Electrification en Afrique: Des communes camerounaises se mettent à l’énergie durable

Le projet « Femmes et énergie durable » porté par le Réseau des femmes élues locales du Cameroun (REFELA-CAM) et dont le deuxième comité de pilotage international s’est ouvert ce 13 décembre à Yaoundé, vise à réduire le déficit énergétique que connait le pays.

Malgré son statut de deuxième potentiel hydroélectrique d’Afrique derrière la République démocratique du Congo (RDC), l’offre énergétique du Cameroun reste encore très faible. Selon les chiffres, moins de 30% de la population camerounaise à accès à l’électricité. La situation est plus criarde en zone rurale où environ 70% des personnes vivent dans le noir. Et quand bien même l’électricité est disponible, elle est d’une instabilité notoire marquée par des coupures intempestives d’énergie qui peuvent durer des jours et parfois même pendant plusieurs semaines.

Conscientes de cette faiblesse et soucieuses de palier à ce déficit énergétique qui plombe considérablement le développement économique de leurs localités et partant du pays, les femmes maires du Cameroun, regroupées au sein du REFELA-CAM, ont entrepris des initiatives dans le but de fournir à leurs populations respectives de l’électricité. Sous la coupole de leur présidente Célestine Ketcha Courtès, maire de la commune de Bangangté à l’ouest du pays, elles ont ainsi mis en œuvre le projet « Femmes et énergie durable : Appui au réseau des femmes maires du Cameroun ».

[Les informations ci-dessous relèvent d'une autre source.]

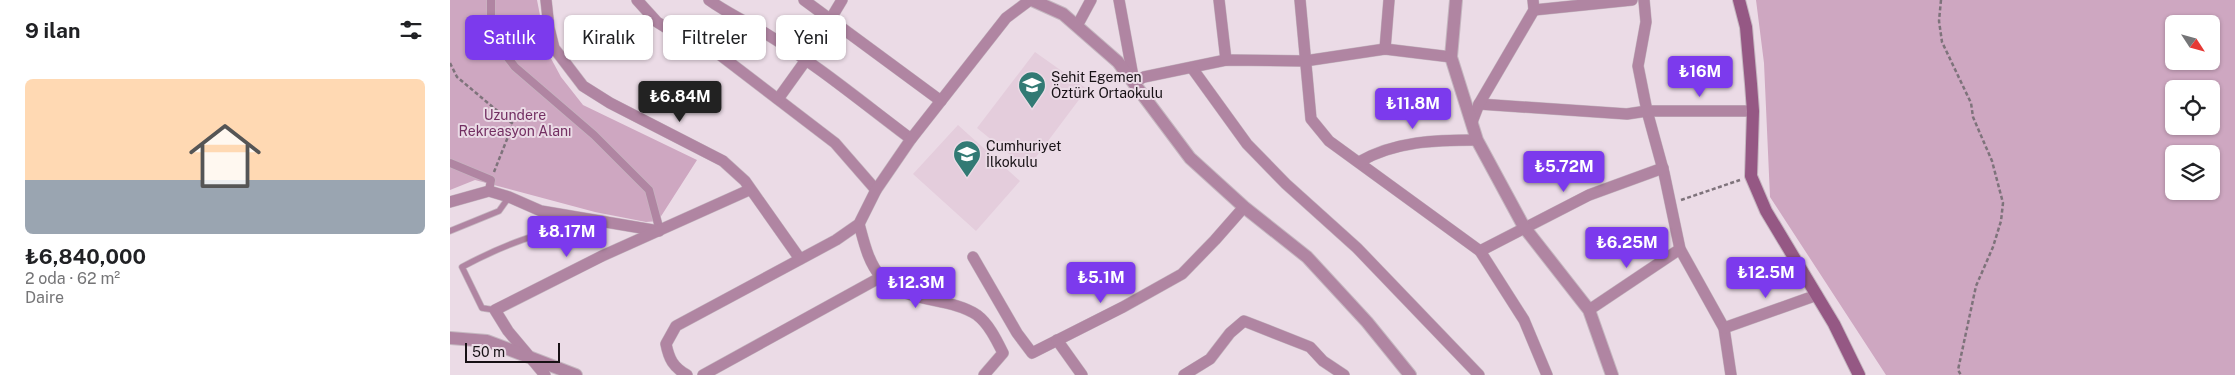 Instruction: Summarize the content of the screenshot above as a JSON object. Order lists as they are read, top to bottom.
{
  "parks": ["Uzundere Rekreasyon Alanı"],
  "places": {
    "school or university": ["Şehit Egemen Öztürk Ortaokulu", "Cumhuriyet İlkokulu"]
  },
  "scale_bar": "50 m",
  "north": "bottom right",
  "page": {
    "heading": "9 ilan",
    "chip": [
      "Satılık",
      "Kiralık",
      "Filtreler",
      "Yeni"
    ],
    "price": [
      "₺16M",
      "₺6.84M",
      "₺11.8M",
      "₺5.72M",
      "₺8.17M",
      "₺6.25M",
      "₺12.5M",
      "₺5.1M",
      "₺12.3M"
    ],
    "list": [
      {
        "name": "₺6,840,000",
        "note": "2 oda · 62 m² · Daire"
      }
    ],
    "scale": "50 m"
  }
} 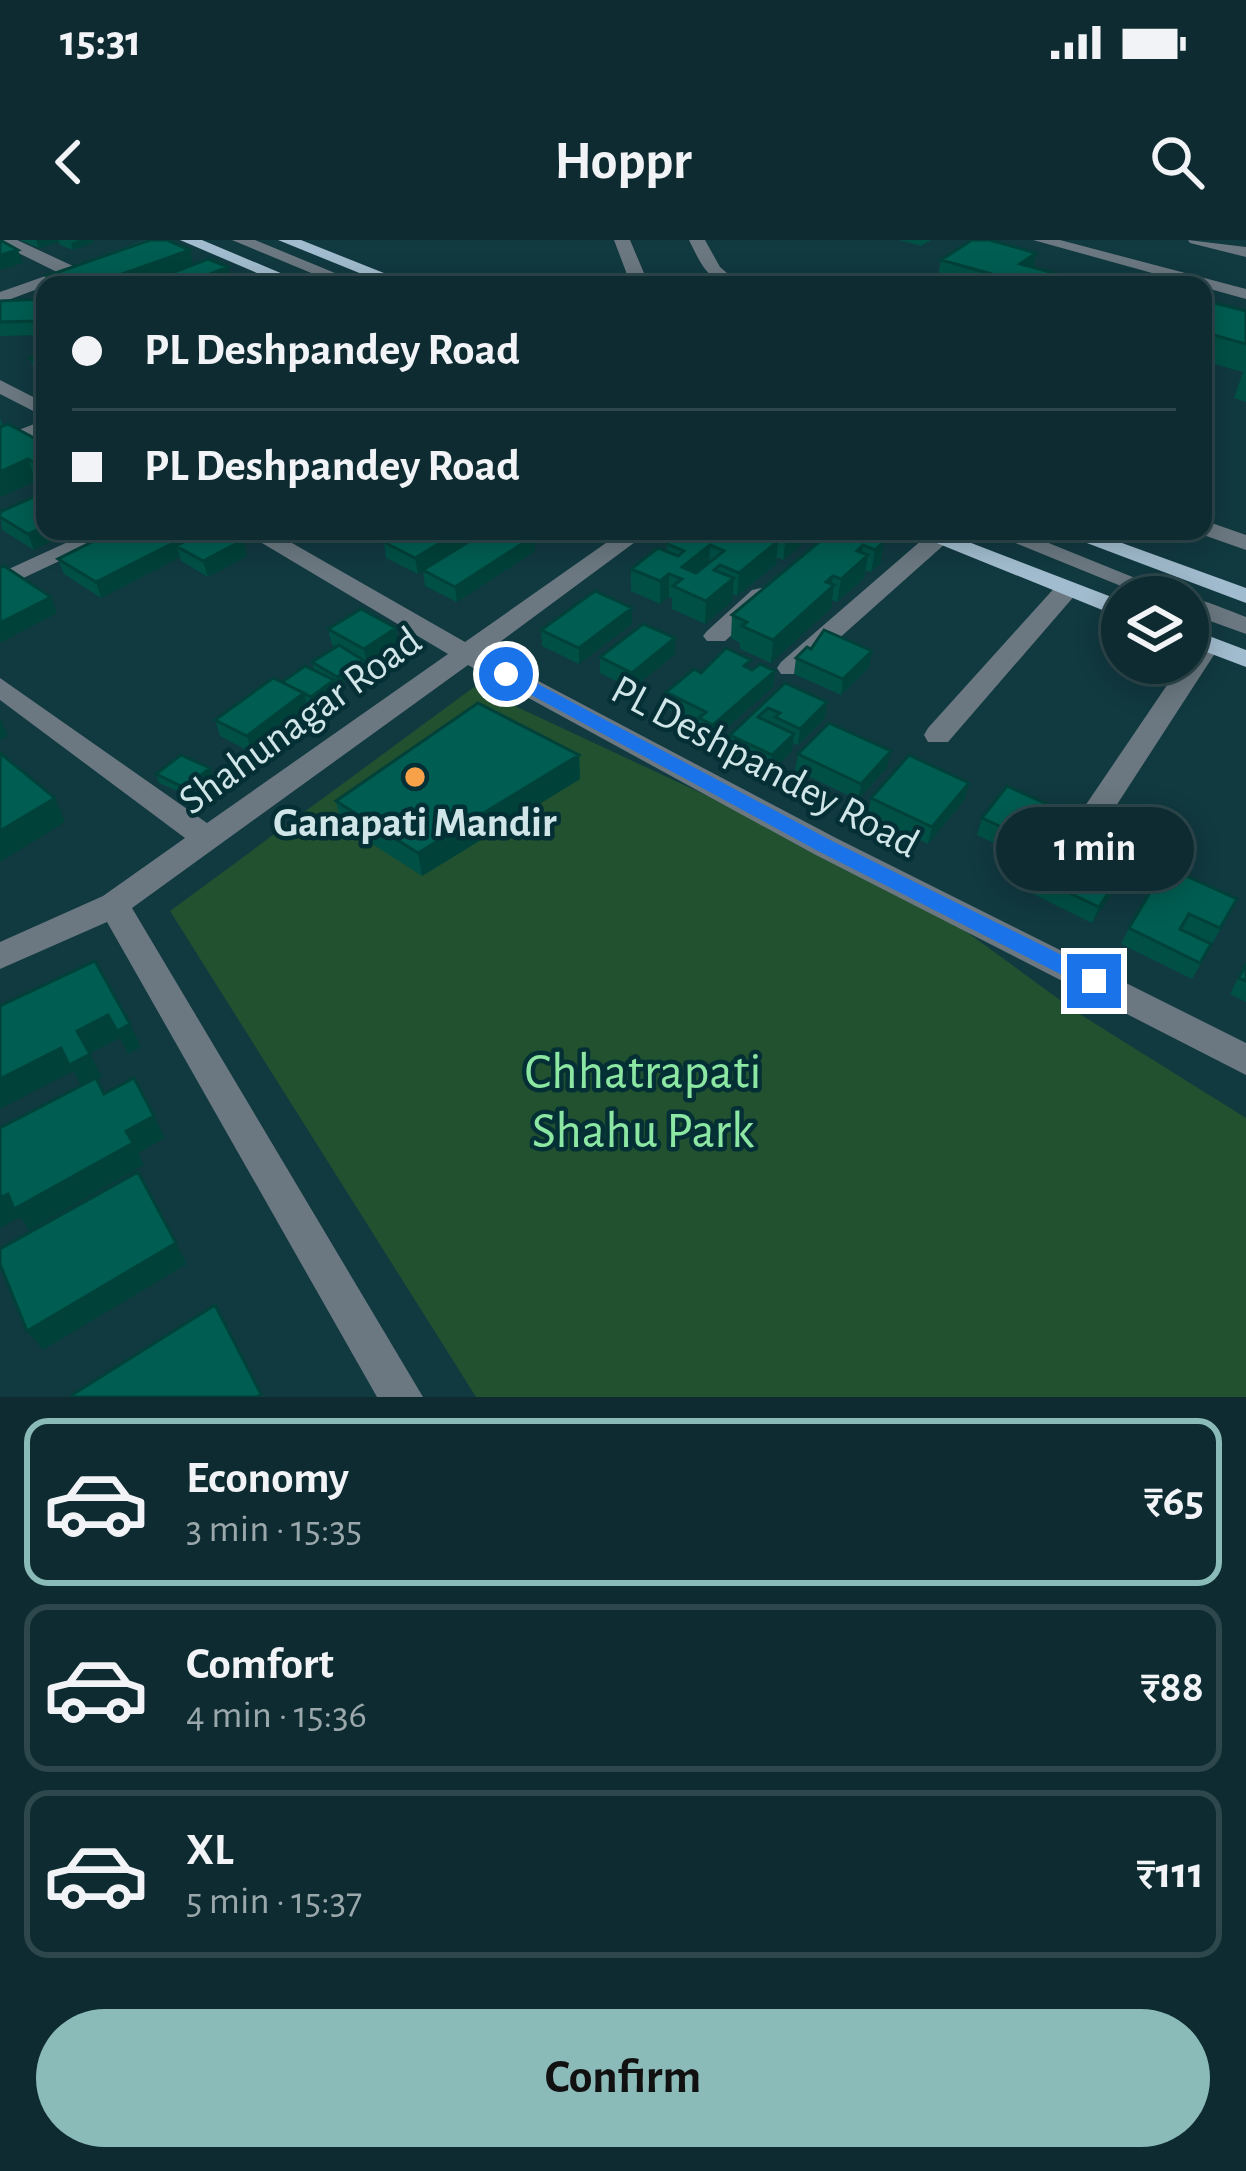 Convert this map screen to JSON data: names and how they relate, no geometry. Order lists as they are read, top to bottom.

Le projet s’appuie sur la nouvelle loi sur l’électricité de 2011 et les différents textes sur la décentralisation de 2004, qui donnent la possibilité aux communes de s’investir dans la production décentralisée de l’électricité, principalement à base des énergies renouvelables. « Femmes et énergie durable » vise donc à renforcer les capacités du REFELA-CAM dans la mise en œuvre d’actions pilotes sur l’énergie durable dans 19 communes réparties dans les dix régions du Cameroun. Soutenu par des partenaires internationaux à l’instar de l’AIMF, la Fondation Veolia et l’ADEME mais également le FEICOM sur le plan local, il permettra d’installer des lampadaires et des mini-centrales solaires dans les communes concernées.

De l’énergie à profusion

Le projet se décline en trois phases. La première phase pilote est déjà effective dans les mairies de Bangangté et Fokoué dans la région de l’Ouest. 81 lampadaires seront installés dans la première localité et 40 dans la seconde. Par ailleurs, l’on prévoit la construction à l’hôpital de district de Bangangté, d’une centrale solaire photovoltaïque de 20,16 kWc qui pourra alimenter en énergie toute l’institution sanitaire, pour un coût de financement global de 740.000 euros (485 millions de F CFA).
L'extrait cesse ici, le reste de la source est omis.